━━━━━ Entries provided ━━━━━

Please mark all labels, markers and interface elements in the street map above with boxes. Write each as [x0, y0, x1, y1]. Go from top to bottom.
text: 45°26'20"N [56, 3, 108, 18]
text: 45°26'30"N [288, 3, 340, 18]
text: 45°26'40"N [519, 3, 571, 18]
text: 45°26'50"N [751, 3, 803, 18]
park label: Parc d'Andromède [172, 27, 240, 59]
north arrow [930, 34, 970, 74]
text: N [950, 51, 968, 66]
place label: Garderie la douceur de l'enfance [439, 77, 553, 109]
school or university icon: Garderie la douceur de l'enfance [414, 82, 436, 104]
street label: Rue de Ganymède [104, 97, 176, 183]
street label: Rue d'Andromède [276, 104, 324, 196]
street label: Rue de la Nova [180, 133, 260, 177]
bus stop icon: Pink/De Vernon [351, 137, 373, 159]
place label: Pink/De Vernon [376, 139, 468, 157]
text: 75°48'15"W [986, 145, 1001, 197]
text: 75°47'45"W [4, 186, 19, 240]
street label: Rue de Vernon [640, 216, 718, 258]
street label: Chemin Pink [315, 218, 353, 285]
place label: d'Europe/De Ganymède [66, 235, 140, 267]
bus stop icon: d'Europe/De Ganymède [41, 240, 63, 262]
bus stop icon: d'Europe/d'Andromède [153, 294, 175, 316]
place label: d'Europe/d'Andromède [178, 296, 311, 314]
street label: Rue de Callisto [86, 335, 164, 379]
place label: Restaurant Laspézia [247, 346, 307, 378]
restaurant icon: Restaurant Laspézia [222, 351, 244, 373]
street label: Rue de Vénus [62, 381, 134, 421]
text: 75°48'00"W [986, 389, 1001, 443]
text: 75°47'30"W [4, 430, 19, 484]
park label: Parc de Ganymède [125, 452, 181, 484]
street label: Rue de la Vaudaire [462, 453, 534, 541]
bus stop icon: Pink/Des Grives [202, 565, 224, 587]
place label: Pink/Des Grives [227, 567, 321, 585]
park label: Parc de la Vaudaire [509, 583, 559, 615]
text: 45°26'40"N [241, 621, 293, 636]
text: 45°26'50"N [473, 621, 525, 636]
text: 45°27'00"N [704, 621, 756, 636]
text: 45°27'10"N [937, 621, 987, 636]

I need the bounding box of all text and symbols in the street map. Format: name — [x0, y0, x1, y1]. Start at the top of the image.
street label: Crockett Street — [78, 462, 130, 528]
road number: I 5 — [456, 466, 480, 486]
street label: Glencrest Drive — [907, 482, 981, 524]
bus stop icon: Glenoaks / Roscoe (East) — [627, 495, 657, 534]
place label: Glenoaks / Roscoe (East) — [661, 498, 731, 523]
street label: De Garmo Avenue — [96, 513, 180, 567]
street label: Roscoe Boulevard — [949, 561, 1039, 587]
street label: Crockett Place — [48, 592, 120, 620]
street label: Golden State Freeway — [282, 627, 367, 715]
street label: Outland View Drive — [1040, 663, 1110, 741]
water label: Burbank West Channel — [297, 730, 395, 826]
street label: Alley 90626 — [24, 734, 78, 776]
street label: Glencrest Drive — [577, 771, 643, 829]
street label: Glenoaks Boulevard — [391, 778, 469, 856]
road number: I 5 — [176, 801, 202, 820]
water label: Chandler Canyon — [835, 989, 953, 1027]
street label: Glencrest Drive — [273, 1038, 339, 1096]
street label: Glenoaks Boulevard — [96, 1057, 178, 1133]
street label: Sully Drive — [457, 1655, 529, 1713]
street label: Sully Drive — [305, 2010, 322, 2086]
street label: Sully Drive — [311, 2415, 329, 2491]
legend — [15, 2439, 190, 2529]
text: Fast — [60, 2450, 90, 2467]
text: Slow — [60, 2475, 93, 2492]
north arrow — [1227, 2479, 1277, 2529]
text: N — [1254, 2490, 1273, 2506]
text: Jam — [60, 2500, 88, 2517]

━━━━━

Task brief:
From the line containing "I need the bounding" through the last line of the entries above, print each line exactly as it stands.

Response box:
I need the bounding box of all text and symbols in the street map. Format: name — [x0, y0, x1, y1]. Start at the top of the image.
street label: Crockett Street — [78, 462, 130, 528]
road number: I 5 — [456, 466, 480, 486]
street label: Glencrest Drive — [907, 482, 981, 524]
bus stop icon: Glenoaks / Roscoe (East) — [627, 495, 657, 534]
place label: Glenoaks / Roscoe (East) — [661, 498, 731, 523]
street label: De Garmo Avenue — [96, 513, 180, 567]
street label: Roscoe Boulevard — [949, 561, 1039, 587]
street label: Crockett Place — [48, 592, 120, 620]
street label: Golden State Freeway — [282, 627, 367, 715]
street label: Outland View Drive — [1040, 663, 1110, 741]
water label: Burbank West Channel — [297, 730, 395, 826]
street label: Alley 90626 — [24, 734, 78, 776]
street label: Glencrest Drive — [577, 771, 643, 829]
street label: Glenoaks Boulevard — [391, 778, 469, 856]
road number: I 5 — [176, 801, 202, 820]
water label: Chandler Canyon — [835, 989, 953, 1027]
street label: Glencrest Drive — [273, 1038, 339, 1096]
street label: Glenoaks Boulevard — [96, 1057, 178, 1133]
street label: Sully Drive — [457, 1655, 529, 1713]
street label: Sully Drive — [305, 2010, 322, 2086]
street label: Sully Drive — [311, 2415, 329, 2491]
legend — [15, 2439, 190, 2529]
text: Fast — [60, 2450, 90, 2467]
text: Slow — [60, 2475, 93, 2492]
north arrow — [1227, 2479, 1277, 2529]
text: N — [1254, 2490, 1273, 2506]
text: Jam — [60, 2500, 88, 2517]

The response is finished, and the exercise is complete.